Your response should be every line from the entries that includes the string "them".

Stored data
════
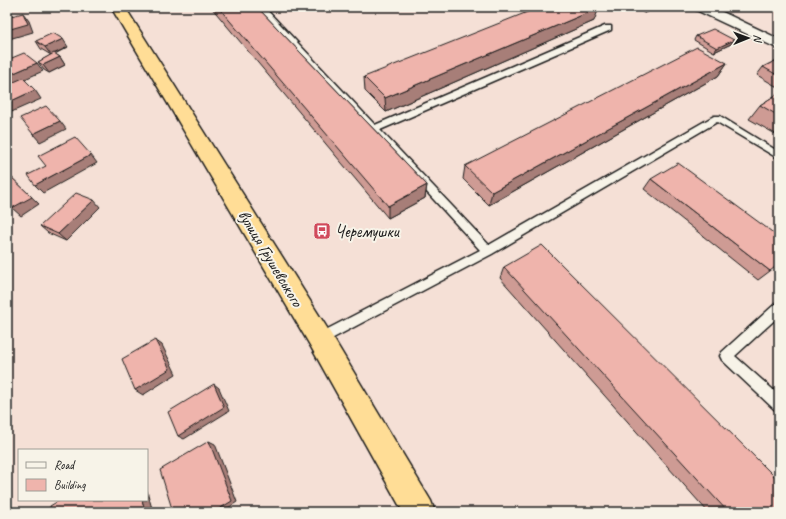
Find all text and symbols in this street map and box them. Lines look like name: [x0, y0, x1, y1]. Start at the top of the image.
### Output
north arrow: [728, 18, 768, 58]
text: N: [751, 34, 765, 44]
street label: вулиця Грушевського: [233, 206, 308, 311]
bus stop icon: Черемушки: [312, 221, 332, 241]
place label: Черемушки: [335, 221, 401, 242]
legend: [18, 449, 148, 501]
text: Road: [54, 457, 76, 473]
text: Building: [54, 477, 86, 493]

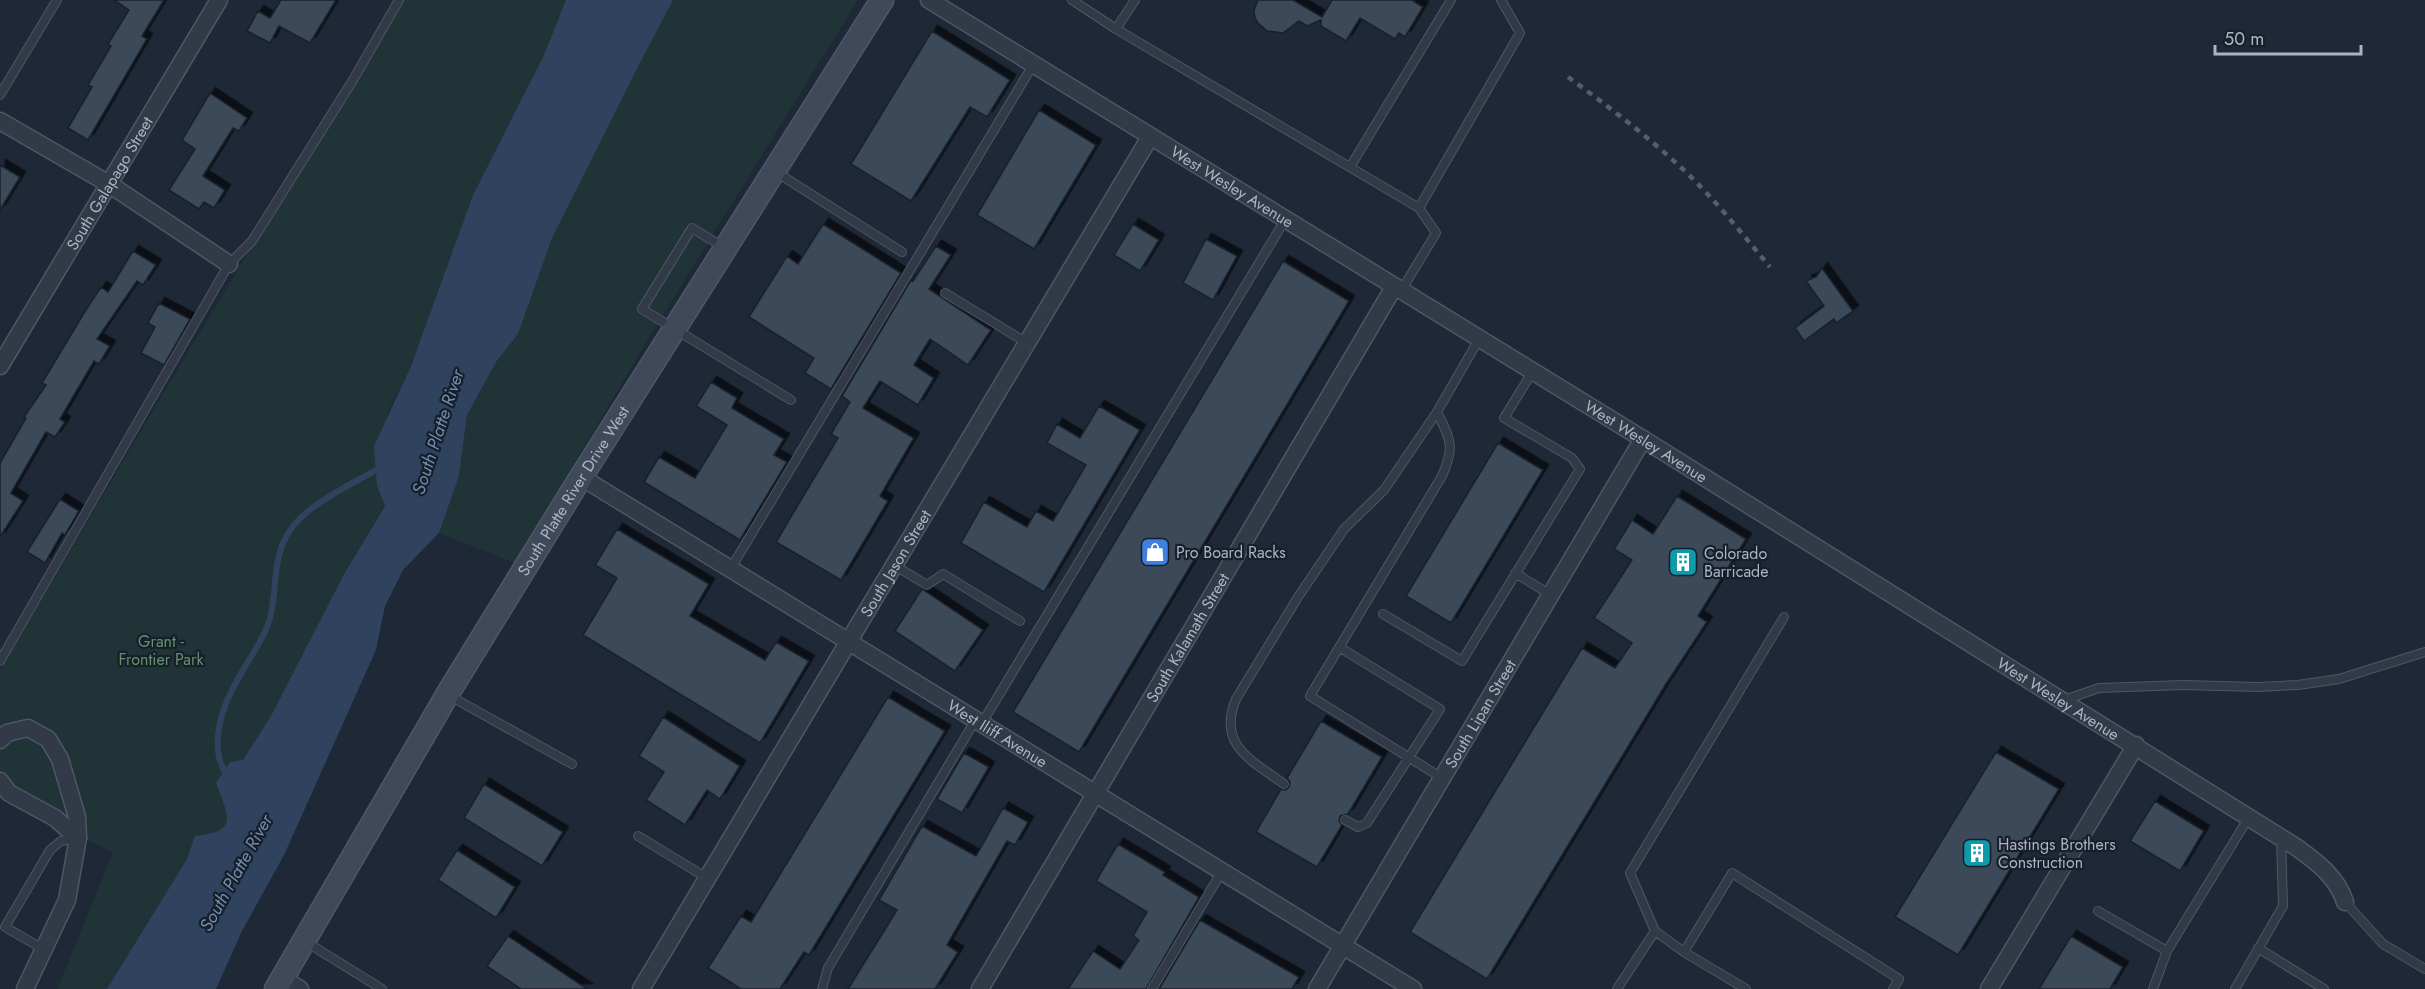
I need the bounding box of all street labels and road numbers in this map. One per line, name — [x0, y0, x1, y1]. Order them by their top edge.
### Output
════
- **Problem solution**:
Find all text and symbols in this street map and box them. Lines look like name: [x0, y0, x1, y1]. Start at the top of the image.
I need the bounding box of all street labels and road numbers in this map. One per line, name — [x0, y0, x1, y1]. Order them by their top edge.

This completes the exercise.